Information provided:
-.-.-

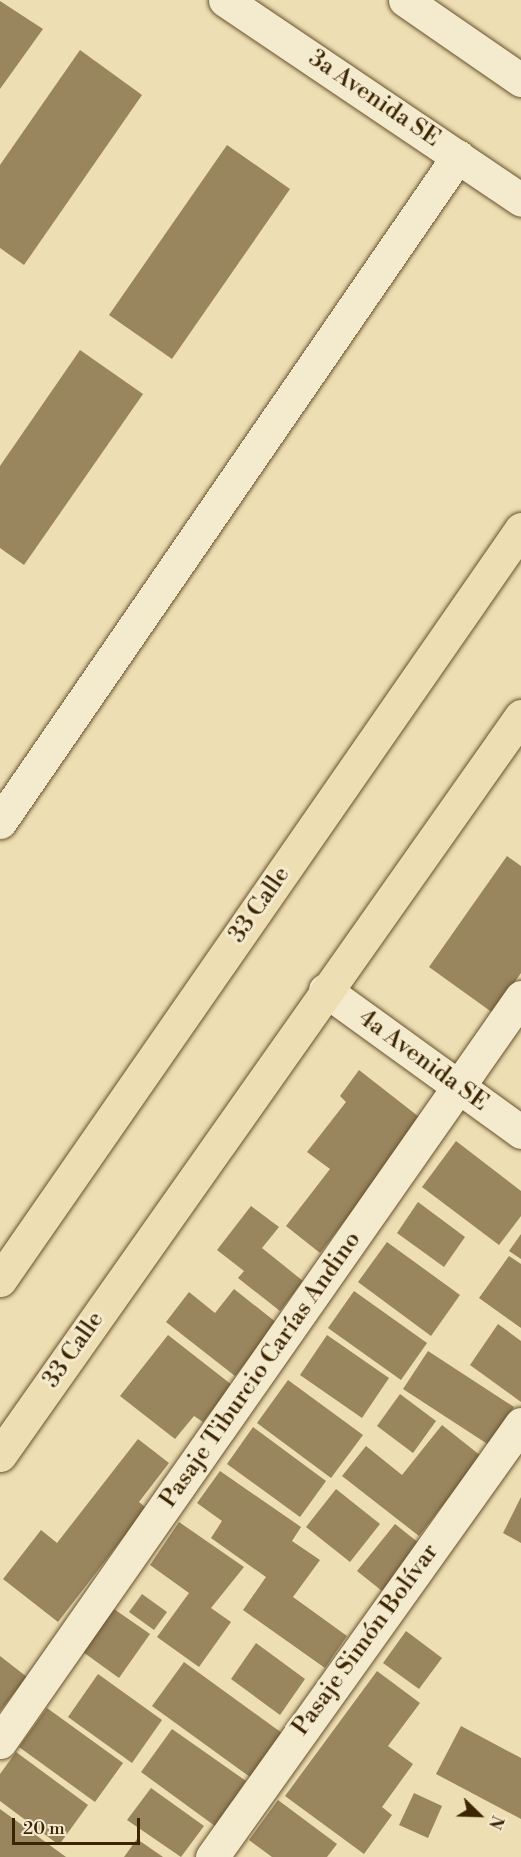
<!DOCTYPE html>
<html>
<head>
<meta charset="utf-8">
<style>
  body { margin:0 }
  #map { position:relative; width:521px; height:1857px; overflow:hidden; background:#eedeb3; font-family:"Libre Bodoni",serif }
  div>[style] { position:absolute }
  .building>* { inset:0; background:#99855e }
  .roads { filter:drop-shadow(0 0 2px #68532e) drop-shadow(0 0 2px #68532e) }
  .minor>* { height:33px; margin:-16.5px; padding:0 16.5px; transform-origin:16.5px; border-radius:16.5px; background:#f4eace }
  .major>* { height:33px; margin:-16.5px; padding:0 16.5px; transform-origin:16.5px; border-radius:16.5px; background:#eedeb3 }
  span { translate:-50% -50%; white-space:nowrap; text-align:center; line-height:1.15; -webkit-text-stroke:6px #f4eace; paint-order:stroke }
  .street-label { font-size:24px; color:#3c2502 }
  .north { position:absolute; left:449px; top:1785px; width:60px; height:60px; -webkit-text-stroke:4px #f4eace; paint-order:stroke; rotate:113deg; font-size:16px; font-weight:700; line-height:24px; text-align:center; color:#3c2502 }
  .north::after { content:''; display:block; margin:auto; width:21px; height:27px; background:#3c2502; clip-path:polygon(50% 0,100% 100%,50% 72%,0 100%) }
  .scale { position:absolute; left:12px; top:1818px; width:128px; height:27px; box-sizing:border-box; border:3px solid #3c2502; border-top:0; padding-left:8px; font-size:18px; line-height:21px; white-space:nowrap; color:#3c2502; -webkit-text-stroke:4px #f4eace; paint-order:stroke }
</style>
</head>
<body>
<div id="map">
  <div class="building">
    <i style="clip-path:polygon(0 1px,43px 29px,0 89px)"></i>
    <i style="clip-path:polygon(80px 50px,142px 95px,24px 265px,0 248px,0 165px)"></i>
    <i style="clip-path:polygon(227px 145px,290px 189px,172px 359px,109px 315px)"></i>
    <i style="clip-path:polygon(80px 350px,143px 394px,24px 565px,0 548px,0 466px)"></i>
    <i style="clip-path:polygon(507px 856px,521px 866px,521px 973px,493px 1013px,429px 967px)"></i>
    <i style="clip-path:polygon(359px 1070px,423px 1120px,320px 1253px,286px 1226px,330px 1169px,307px 1152px,346px 1102px,340px 1096px)"></i>
    <i style="clip-path:polygon(456px 1141px,521px 1191px,521px 1216px,499px 1245px,422px 1187px)"></i>
    <i style="clip-path:polygon(418px 1202px,465px 1237px,444px 1267px,397px 1233px)"></i>
    <i style="clip-path:polygon(251px 1206px,279px 1227px,262px 1248px,303px 1281px,280px 1311px,238px 1278px,244px 1271px,217px 1250px)"></i>
    <i style="clip-path:polygon(521px 1234px,521px 1259px,509px 1251px)"></i>
    <i style="clip-path:polygon(387px 1242px,460px 1295px,431px 1336px,358px 1282px)"></i>
    <i style="clip-path:polygon(509px 1256px,521px 1264px,521px 1328px,479px 1298px)"></i>
    <i style="clip-path:polygon(234px 1289px,277px 1323px,235px 1376px,166px 1322px,189px 1292px,215px 1313px)"></i>
    <i style="clip-path:polygon(354px 1291px,427px 1343px,401px 1380px,328px 1328px)"></i>
    <i style="clip-path:polygon(498px 1324px,521px 1341px,521px 1402px,470px 1365px)"></i>
    <i style="clip-path:polygon(168px 1335px,232px 1385px,203px 1422px,194px 1416px,175px 1439px,120px 1396px)"></i>
    <i style="clip-path:polygon(327px 1335px,389px 1378px,362px 1418px,300px 1375px)"></i>
    <i style="clip-path:polygon(428px 1351px,514px 1407px,489px 1445px,403px 1389px)"></i>
    <i style="clip-path:polygon(288px 1380px,363px 1435px,331px 1478px,257px 1423px)"></i>
    <i style="clip-path:polygon(400px 1394px,436px 1421px,413px 1453px,377px 1426px)"></i>
    <i style="clip-path:polygon(442px 1425px,481px 1456px,419px 1536px,342px 1476px,366px 1446px,402px 1475px)"></i>
    <i style="clip-path:polygon(253px 1427px,326px 1481px,300px 1517px,227px 1464px)"></i>
    <i style="clip-path:polygon(138px 1439px,169px 1463px,139px 1502px,146px 1508px,58px 1622px,3px 1579px,41px 1530px,57px 1543px)"></i>
    <i style="clip-path:polygon(220px 1471px,301px 1527px,292px 1541px,320px 1560px,293px 1597px,347px 1636px,325px 1668px,243px 1610px,266px 1577px,211px 1538px,222px 1521px,197px 1503px)"></i>
    <i style="clip-path:polygon(336px 1489px,380px 1524px,350px 1562px,306px 1527px)"></i>
    <i style="clip-path:polygon(521px 1497px,521px 1543px,503px 1533px)"></i>
    <i style="clip-path:polygon(179px 1522px,244px 1567px,211px 1608px,231px 1622px,199px 1667px,157px 1637px,189px 1593px,150px 1565px)"></i>
    <i style="clip-path:polygon(395px 1524px,420px 1544px,382px 1591px,357px 1571px)"></i>
    <i style="clip-path:polygon(142px 1594px,167px 1612px,154px 1630px,129px 1612px)"></i>
    <i style="clip-path:polygon(114px 1609px,150px 1634px,119px 1678px,83px 1652px)"></i>
    <i style="clip-path:polygon(406px 1631px,442px 1658px,419px 1689px,383px 1663px)"></i>
    <i style="clip-path:polygon(256px 1643px,305px 1679px,280px 1715px,231px 1679px)"></i>
    <i style="clip-path:polygon(0 1656px,27px 1677px,0 1711px)"></i>
    <i style="clip-path:polygon(184px 1662px,282px 1733px,250px 1777px,152px 1706px)"></i>
    <i style="clip-path:polygon(377px 1671px,420px 1703px,388px 1746px,413px 1764px,382px 1807px,392px 1815px,364px 1854px,285px 1796px)"></i>
    <i style="clip-path:polygon(98px 1674px,162px 1720px,132px 1763px,68px 1717px)"></i>
    <i style="clip-path:polygon(47px 1708px,123px 1763px,95px 1802px,19px 1747px)"></i>
    <i style="clip-path:polygon(461px 1726px,521px 1758px,521px 1819px,436px 1774px)"></i>
    <i style="clip-path:polygon(172px 1729px,246px 1781px,215px 1826px,141px 1772px)"></i>
    <i style="clip-path:polygon(16px 1752px,88px 1805px,59px 1845px,0 1801px,0 1774px)"></i>
    <i style="clip-path:polygon(151px 1788px,204px 1826px,181px 1857px,127px 1820px)"></i>
    <i style="clip-path:polygon(414px 1793px,442px 1806px,428px 1838px,399px 1825px)"></i>
    <i style="clip-path:polygon(278px 1800px,337px 1844px,327px 1857px,272px 1857px,249px 1840px)"></i>
    <i style="clip-path:polygon(0 1809px,66px 1857px,0 1857px)"></i>
    <i style="clip-path:polygon(137px 1839px,163px 1857px,124px 1857px)"></i>
  </div>
  <div class="roads">
    <div class="minor">
      <i style="left:225px;top:0;width:357px;rotate:34deg"></i>
      <i style="left:405px;top:0;width:141px;rotate:34.6deg"></i>
      <i style="left:0;top:822px;width:808px;rotate:-55.48deg"></i>
      <i style="left:325px;top:990px;width:242px;rotate:35.9deg"></i>
      <i style="left:0;top:1742px;width:909px;rotate:-55.03deg"></i>
      <i style="left:212px;top:1857px;width:532px;rotate:-54.49deg"></i>
    </div>
    <div class="major">
      <i style="left:0;top:1280px;width:914px;rotate:-55.25deg"></i>
      <i style="left:0;top:1455px;width:904px;rotate:-54.82deg"></i>
    </div>
  </div>
  <div class="street-label">
    <span style="left:374px;top:99px;rotate:34deg">3a Avenida SE</span>
    <span style="left:260px;top:905px;rotate:-55deg">33 Calle</span>
    <span style="left:423px;top:1061px;rotate:36deg">4a Avenida SE</span>
    <span style="left:74px;top:1350px;rotate:-55deg">33 Calle</span>
    <span style="left:261px;top:1370px;rotate:-55deg">Pasaje Tiburcio Carías Andino</span>
    <span style="left:366px;top:1640px;rotate:-54deg">Pasaje Simón Bolívar</span>
  </div>
  <div class="north">N</div>
  <div class="scale">20 m</div>
</div>
</body>
</html>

-.-.-

Please copy exactly, and only, the lines running from the one containing "Tiburcio Carías Andino</span>" through the end of the listing.

    <span style="left:261px;top:1370px;rotate:-55deg">Pasaje Tiburcio Carías Andino</span>
    <span style="left:366px;top:1640px;rotate:-54deg">Pasaje Simón Bolívar</span>
  </div>
  <div class="north">N</div>
  <div class="scale">20 m</div>
</div>
</body>
</html>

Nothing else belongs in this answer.